The reactions in the pathway are all modelled with Michaelis-Menten kinetics, while the repression reactions are modelled using reversible mass action.
Detailed description of our model
Without experimental data from the lab to fit our model to, we adjusted the model until sensible and consistent with the published observations results were reached. The scale of the model would need to be adjusted when our data was available, but we can still make predictions about the relative change of arginine levels under certain conditions. With certain parameters the model produces unphysical results, for example if the initial concentration of arginine is set to 0 there will be an integration error where the gradient of arginine tends to negative infinity.
In our model, the concentration of arginine reached a steady state. The steady level reached can be finely controlled by adjusting the rate of degradation of ArgR. This shows that argR could be a good target for tightly controlling the amount of arginine produced by E. coli. ArgR degradation rate constant kf varied between 0 and 1.
At kf above 0.05, changes in the kf have a minimal effect on the level of arginine reached (Fig. 2A, a.u. stands for arbitrary units). With kf = 1 the argR level reached equilibrium at a very low concentration (Fig. 2B), and with kf = 0 (Fig. 2C), the argR levels reached a maximum.
The level of arginine does not scale linearly with the level of degradation, but is more sensitive when argR is at the lower end of the scale. This would have to be taken into account when planning future experiments and we decided to explore it further.
We tested the behaviour of the model with six different values of argR degradation rate kf (Fig. 3A). Then, we analysed the maximal value of arginine reached in each of the simulations with a different kf. This confirmed our earlier observations that the relation is not linear and that the derivative d arginine/d kf is high for low values of kf (0 - 0.01) and decreases towards zero for higher values of kf.

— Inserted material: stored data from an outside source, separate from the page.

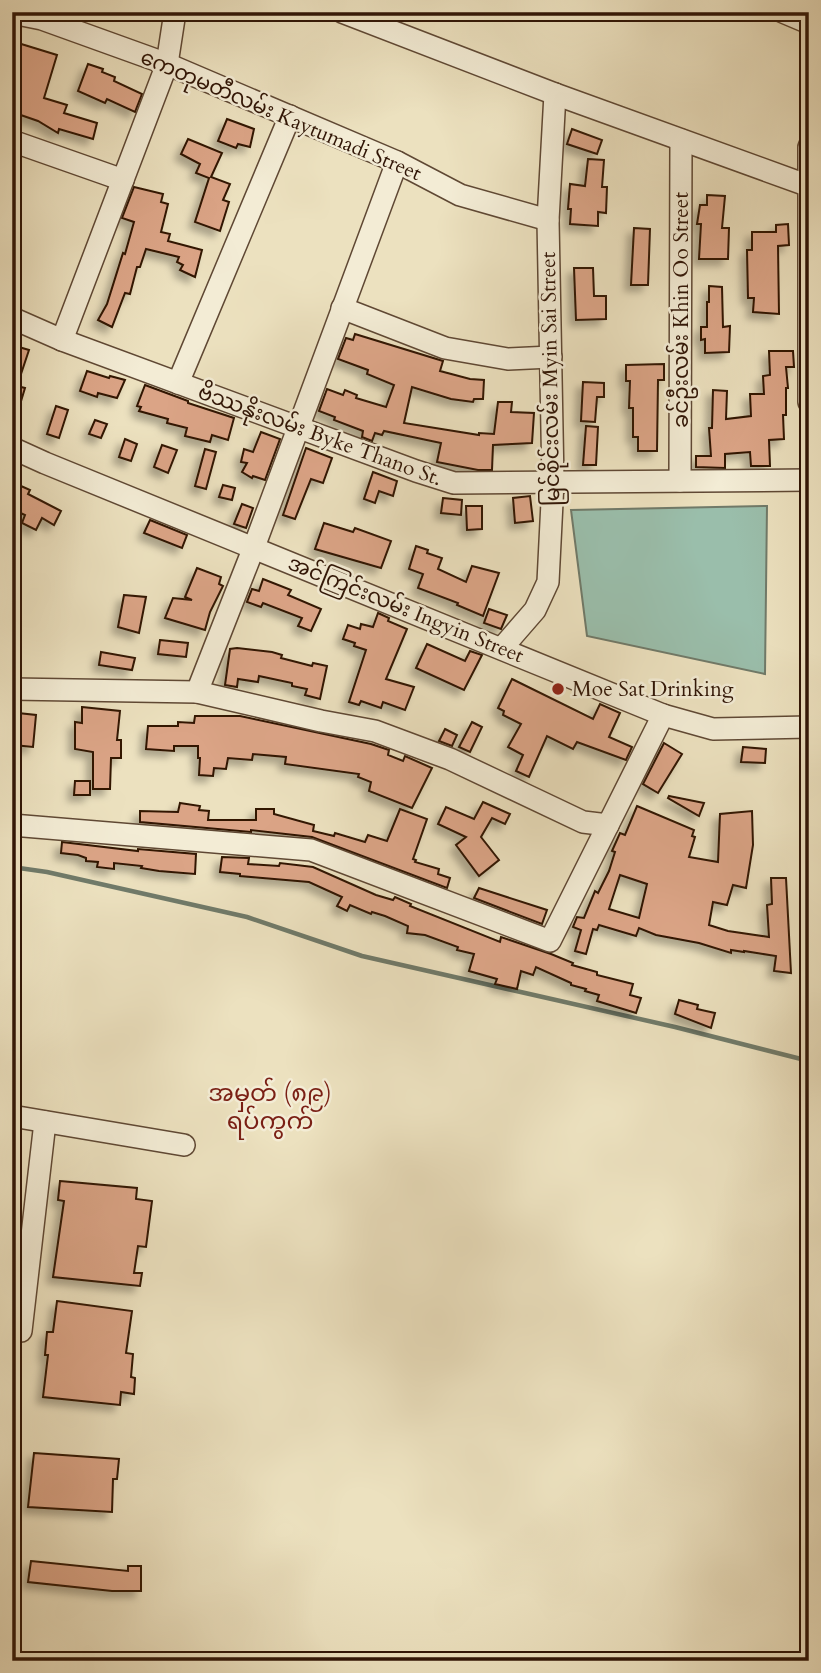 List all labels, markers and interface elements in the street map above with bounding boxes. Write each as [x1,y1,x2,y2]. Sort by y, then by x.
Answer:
street label: ကေတုမတီလမ်း Kaytumadi Street [135,41,427,190]
street label: ခင်ဦးလမ်း Khin Oo Street [665,192,698,428]
street label: မြင်စိုင်းလမ်း Myin Sai Street [532,251,569,507]
street label: ဗိဿနိုးလမ်း Byke Thano St. [193,376,447,495]
street label: အင်ကြင်းလမ်း Ingyin Street [283,547,529,672]
place label: Moe Sat Drinking [572,675,734,704]
marker: Moe Sat Drinking [550,681,566,697]
district label: အမှတ် (၈၉) ရပ်ကွက် [208,1077,332,1140] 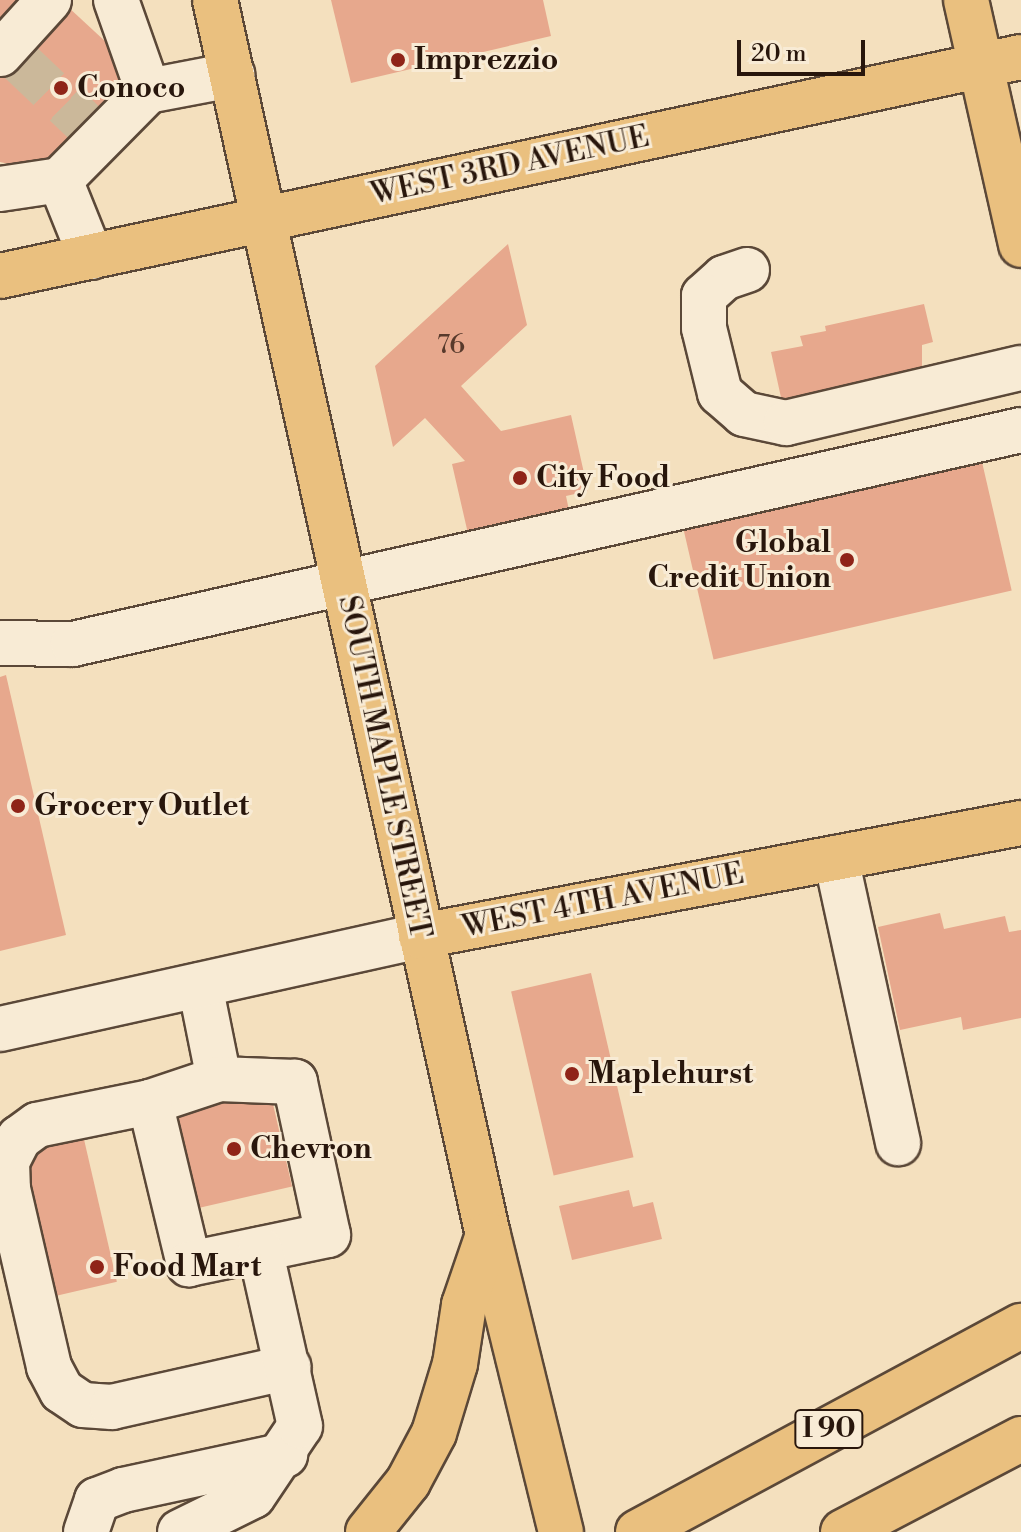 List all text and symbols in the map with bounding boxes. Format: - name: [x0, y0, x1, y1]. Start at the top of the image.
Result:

This model has shown us that fine control over the arginine concentration in e.coli is theoretically possible. Although the functional relationship between the concentration of arginine at steady state and the rate of argR degradation needs to be established, the results obtained using our model suggest that the arginine pathway may be a viable target for any future work exploring the link between the arginine pathway and ageing.